Search term "userSpaceOnUse": copy each line of the records that contains it.
**** Data for this task ****
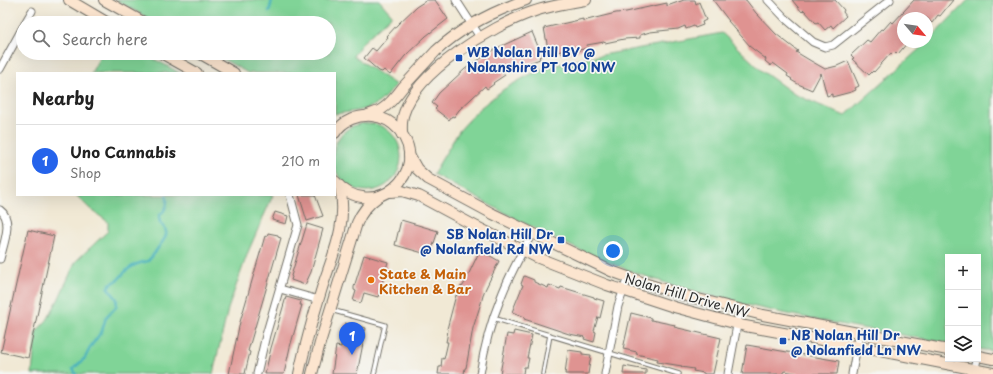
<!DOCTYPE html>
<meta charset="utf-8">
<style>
body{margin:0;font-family:"Playpen Sans",sans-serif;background:#f2f2f2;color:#222}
.controls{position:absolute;right:12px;bottom:12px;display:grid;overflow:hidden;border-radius:0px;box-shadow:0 4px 16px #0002}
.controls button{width:36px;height:36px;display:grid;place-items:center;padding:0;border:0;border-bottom:1px solid #e0e0e0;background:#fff;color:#222;font:20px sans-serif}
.compass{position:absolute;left:897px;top:12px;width:36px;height:36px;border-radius:50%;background:#fff;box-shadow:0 4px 16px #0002;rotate:119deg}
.you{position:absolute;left:613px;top:251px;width:14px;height:14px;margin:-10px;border:3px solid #fff;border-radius:50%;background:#1a73e8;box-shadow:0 0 0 6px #1a73e833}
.badge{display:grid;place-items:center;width:26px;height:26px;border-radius:50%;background:#2563eb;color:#fff;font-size:13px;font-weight:700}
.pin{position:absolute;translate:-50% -33px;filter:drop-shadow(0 1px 2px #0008)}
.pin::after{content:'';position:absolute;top:21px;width:14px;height:12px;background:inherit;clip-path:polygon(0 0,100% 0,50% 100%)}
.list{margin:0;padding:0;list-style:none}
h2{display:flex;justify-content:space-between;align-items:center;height:52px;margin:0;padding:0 16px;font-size:17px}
h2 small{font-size:13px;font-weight:400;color:#767676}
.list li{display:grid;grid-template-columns:26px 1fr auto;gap:12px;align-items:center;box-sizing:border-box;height:72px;padding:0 16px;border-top:1px solid #e0e0e0}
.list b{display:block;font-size:15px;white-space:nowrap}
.list p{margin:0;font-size:13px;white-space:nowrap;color:#767676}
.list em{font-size:13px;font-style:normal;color:#767676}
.icon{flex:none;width:22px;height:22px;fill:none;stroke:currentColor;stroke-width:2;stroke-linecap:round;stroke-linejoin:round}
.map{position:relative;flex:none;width:993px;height:374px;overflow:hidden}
.search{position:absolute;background:#fff;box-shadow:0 4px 16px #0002;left:16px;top:16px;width:320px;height:44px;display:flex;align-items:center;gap:10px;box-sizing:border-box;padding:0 14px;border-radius:22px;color:#767676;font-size:15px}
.panel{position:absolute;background:#fff;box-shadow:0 4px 16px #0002;left:16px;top:72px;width:320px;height:124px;border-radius:0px}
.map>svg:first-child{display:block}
.green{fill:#80d497;stroke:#568061}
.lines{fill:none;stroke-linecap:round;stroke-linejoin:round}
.stream{stroke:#40afbc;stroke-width:2.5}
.building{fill:#df9391}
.lane-casing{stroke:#706e66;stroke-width:5.5}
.street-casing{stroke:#706e66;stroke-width:9}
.secondary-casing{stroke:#706e66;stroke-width:12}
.lane{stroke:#fff;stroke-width:3.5}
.street{stroke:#fff;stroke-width:7}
.secondary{stroke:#fce5cf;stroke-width:10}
.transit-dot{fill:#1a4fb4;stroke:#f6f6f2;stroke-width:1.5}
.food-dot{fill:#e8710a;stroke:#f6f6f2;stroke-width:1.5}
.labels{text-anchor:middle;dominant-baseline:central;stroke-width:3.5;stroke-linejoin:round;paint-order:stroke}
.transit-label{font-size:13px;font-weight:bold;fill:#164399;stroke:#f6f6f2;text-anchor:start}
.food-label{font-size:13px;font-weight:bold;fill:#c56008;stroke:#f6f6f2;text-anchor:start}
.street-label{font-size:13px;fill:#2b2b2b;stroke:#f6f6f2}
</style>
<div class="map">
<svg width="993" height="374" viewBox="0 0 993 374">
<rect width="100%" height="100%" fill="#f6f6f2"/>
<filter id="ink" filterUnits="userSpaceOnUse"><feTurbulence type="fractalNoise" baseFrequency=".025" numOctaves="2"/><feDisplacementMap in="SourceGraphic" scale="8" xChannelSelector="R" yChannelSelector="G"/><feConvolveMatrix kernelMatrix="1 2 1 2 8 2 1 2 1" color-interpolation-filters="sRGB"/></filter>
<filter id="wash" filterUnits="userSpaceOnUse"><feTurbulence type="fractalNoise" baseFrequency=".012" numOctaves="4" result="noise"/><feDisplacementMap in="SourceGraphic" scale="16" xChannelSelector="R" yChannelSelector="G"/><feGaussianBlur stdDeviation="0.9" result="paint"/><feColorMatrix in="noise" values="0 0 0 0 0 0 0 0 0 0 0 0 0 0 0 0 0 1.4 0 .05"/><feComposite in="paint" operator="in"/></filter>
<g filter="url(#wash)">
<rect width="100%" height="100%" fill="#f1e9d5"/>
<g class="green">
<path d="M116,0h263l13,15 -29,27 -10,14 43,29c-6,6 -11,13 -18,18 -12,8 -29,9 -43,11v-41h-87l-36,-20h117v-30h-172z"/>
<path d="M968,0h25v351l-15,-2v-92h-30v86c-108,-19 -217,-35 -320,-73 -68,-25 -132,-62 -195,-96l26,-43 21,-23 24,-19 25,-14 19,-8 33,-8 141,-26 40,38 32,23 51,22 82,-74z"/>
<polygon points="102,53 143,53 180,73 91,73"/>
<circle cx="367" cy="157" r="34"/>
<polygon points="76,195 273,195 248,252 228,309 213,374 32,374 36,332 47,320 58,300 76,261 108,231 108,222 89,208"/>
</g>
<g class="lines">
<g class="stream">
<polyline points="269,12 272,0"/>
<path d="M76,374l-3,-5 12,-11 6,-12 11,-15 4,-14 10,-10 1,-8 -9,-11 2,-4c11,-3 11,-11 20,-16 5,-4 12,-6 18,-7 4,-4 7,-8 10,-13 6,-9 14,-15 2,-25l-1,-7c7,-6 10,-12 7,-21"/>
</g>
</g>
<g id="blocks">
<g class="building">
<polygon points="427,0 435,0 448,19 426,36 405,56 390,75 384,70 382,72 379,71 364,58 372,48 376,51 388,37 387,36 398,24 416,7"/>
<polygon points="684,0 695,0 696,4 699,2 706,20 702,22 703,25 695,28 694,26 686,29 685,26 678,29 650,32 640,35 640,38 624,39 605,43 604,42 587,45 588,48 562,54 561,51 549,54 544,28 583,19 583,21 616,13 626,12 667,3 667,6"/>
<polygon points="713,0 746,0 756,13 776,34 798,51 796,52 811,61 825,69 837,66 848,61 859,86 855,88 856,90 851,92 832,97 832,94 827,96 821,73 812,90 798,84 791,80 792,79 787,76 788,74 773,63 771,66 765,61 766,59 749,46 750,46 728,21 729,21"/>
<polygon points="792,0 835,0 844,10 843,12 846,16 833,28 831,25 825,30 818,22 816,23 804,10 802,12"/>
<polygon points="914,0 953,0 940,16 938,15 932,23 927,18 903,18 903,42 908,42 898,54 896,52 893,55 891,53 874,72 873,71 869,75 852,59 854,58 851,55 867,40 870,42 881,29 883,30 891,21 893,23"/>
<polygon points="532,32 542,56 539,56 540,59 521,66 519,63 502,71 505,75 493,83 494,84 487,89 485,86 459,110 454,117 452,116 449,120 435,109 437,107 432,103 439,93 465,69 495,49"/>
<polygon points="299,195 315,195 323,216 307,221"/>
<polygon points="275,212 288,216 286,224 272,220"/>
<polygon points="401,220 438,231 430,255 395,245"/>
<polygon points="307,224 323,229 311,272 305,285 291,280 292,277 291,276"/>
<polygon points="28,230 54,236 28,358 1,352"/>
<polygon points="268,233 278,235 278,237 281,238 248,351 250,352 246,369 245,374 229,374 240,322 265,236 267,237"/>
<polygon points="480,250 499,261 484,292 481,303 473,328 466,368 465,368 464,374 438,374 439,367 441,367 442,358 444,359 445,355 448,342 446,342 447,337 448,329 447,329 456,295 457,296 461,286 462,287 464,284"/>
<polygon points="364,255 388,262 378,297 364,293 361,303 353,301 356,291 354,290 354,287"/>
<polygon points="524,276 534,280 534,282 548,288 549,285 560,289 561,287 594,297 594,298 604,301 600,318 598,317 594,331 596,332 594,342 584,339 585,337 569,334 524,319 525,317 512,312 523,285 521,284"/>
<polygon points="286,297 301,301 300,305 302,305 290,347 284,374 265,374 271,348"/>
<polygon points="631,313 651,318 651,320 675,325 674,327 721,338 713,374 704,374 704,373 693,371 694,369 681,367 682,366 657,362 658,359 636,354 637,352 623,349"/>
<polygon points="345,323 366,328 358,369 357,374 332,374 336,346 341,347"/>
<polygon points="514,331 532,335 527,358 529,358 527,367 524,367 523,374 500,374 507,334 513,335"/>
<polygon points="747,345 839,361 837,374 799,374 785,371 783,372 783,374 742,374"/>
<polygon points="568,350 582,352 582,354 591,355 588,374 565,374"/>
<polygon points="624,366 646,370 646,374 623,374"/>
</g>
</g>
</g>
<g filter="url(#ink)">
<use href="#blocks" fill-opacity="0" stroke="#706e66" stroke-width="1"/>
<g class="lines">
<defs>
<g id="lane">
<polyline points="331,310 385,325 374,374"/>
<polyline points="493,318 679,374"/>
<polyline points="543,374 550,335"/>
</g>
<g id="street">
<polyline points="456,0 480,37"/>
<polyline points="768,0 785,18 813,42 825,47 833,45 890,0"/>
<polyline points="25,23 32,11"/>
<polyline points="0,69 23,27"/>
<path d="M0,210c14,10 3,35 0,49"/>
<polyline points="280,289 319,300"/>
<polyline points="257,374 266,335 298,225 290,195"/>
<path d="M480,374c4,-25 10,-50 20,-74 8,-23 21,-45 32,-67"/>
<polyline points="605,374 618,306 628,277"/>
<polyline points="728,374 740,309"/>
<polyline points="852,374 859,333"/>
<polyline points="973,374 976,359"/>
</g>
<g id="secondary">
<polyline points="69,0 108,23"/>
<polyline points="104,0 145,23"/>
<polyline points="161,53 197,73"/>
<polyline points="199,53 234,73"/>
<path d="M368,115c4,-2 10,-3 14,-6 8,-5 15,-14 21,-22 11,-12 22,-24 33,-36 26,-24 58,-40 90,-51"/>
<path d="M335,133c8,-13 23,-18 37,-17 11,1 20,6 27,14 35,42 -27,95 -64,51"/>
<path d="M402,135c0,-7 -1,-15 2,-22 13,-42 88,-87 128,-101 17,-6 36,-9 54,-12"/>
<polyline points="409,155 417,169 428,179 493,214 611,271 647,284 690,297 763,315 948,350"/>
<polyline points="390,192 402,191 419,196 475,226 536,257 607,285 674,307 745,326 844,344 993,373"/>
<polyline points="978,356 993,359"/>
<path d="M299,374c6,-29 14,-57 23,-86 11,-34 26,-64 18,-101"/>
<path d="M312,374l8,-31 37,-120c5,-12 11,-19 21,-26"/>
</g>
</defs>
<use href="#lane" class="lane-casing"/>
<use href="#street" class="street-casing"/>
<use href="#secondary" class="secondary-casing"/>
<use href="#lane" class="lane"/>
<use href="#street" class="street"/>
<use href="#secondary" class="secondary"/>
</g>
</g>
<g class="transit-dot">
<rect x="455" y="54" width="8" height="8" rx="2"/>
<rect x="557" y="236" width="8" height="8" rx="2"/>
<rect x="779" y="337" width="8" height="8" rx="2"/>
</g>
<circle class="food-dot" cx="371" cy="280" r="4"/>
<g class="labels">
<g class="transit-label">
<text x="467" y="51">WB Nolan Hill BV @<tspan x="467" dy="15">Nolanshire PT 100 NW</tspan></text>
<text x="553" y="233" text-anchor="end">SB Nolan Hill Dr<tspan x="553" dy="15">@ Nolanfield Rd NW</tspan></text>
<text x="791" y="334">NB Nolan Hill Dr<tspan x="791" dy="15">@ Nolanfield Ln NW</tspan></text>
</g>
<g class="food-label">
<text x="379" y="273">State &amp; Main<tspan x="379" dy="15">Kitchen &amp; Bar</tspan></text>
</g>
<g class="street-label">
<text transform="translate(687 295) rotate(16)">Nolan Hill Drive NW</text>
</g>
</g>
</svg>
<div class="controls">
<button>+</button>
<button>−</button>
<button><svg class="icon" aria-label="layers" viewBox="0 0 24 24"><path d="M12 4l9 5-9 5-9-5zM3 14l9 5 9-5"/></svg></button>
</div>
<svg class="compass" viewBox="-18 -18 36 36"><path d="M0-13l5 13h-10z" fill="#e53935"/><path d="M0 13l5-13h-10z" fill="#767676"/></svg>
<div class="you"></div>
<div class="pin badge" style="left:352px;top:355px">1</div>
<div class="search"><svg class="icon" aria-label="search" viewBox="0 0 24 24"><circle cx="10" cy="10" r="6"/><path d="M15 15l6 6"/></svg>Search here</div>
<section class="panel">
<h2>Nearby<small></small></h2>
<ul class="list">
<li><span class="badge">1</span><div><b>Uno Cannabis</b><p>Shop</p></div><em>210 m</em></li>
</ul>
</section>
</div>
****
Task result:
<filter id="ink" filterUnits="userSpaceOnUse"><feTurbulence type="fractalNoise" baseFrequency=".025" numOctaves="2"/><feDisplacementMap in="SourceGraphic" scale="8" xChannelSelector="R" yChannelSelector="G"/><feConvolveMatrix kernelMatrix="1 2 1 2 8 2 1 2 1" color-interpolation-filters="sRGB"/></filter>
<filter id="wash" filterUnits="userSpaceOnUse"><feTurbulence type="fractalNoise" baseFrequency=".012" numOctaves="4" result="noise"/><feDisplacementMap in="SourceGraphic" scale="16" xChannelSelector="R" yChannelSelector="G"/><feGaussianBlur stdDeviation="0.9" result="paint"/><feColorMatrix in="noise" values="0 0 0 0 0 0 0 0 0 0 0 0 0 0 0 0 0 1.4 0 .05"/><feComposite in="paint" operator="in"/></filter>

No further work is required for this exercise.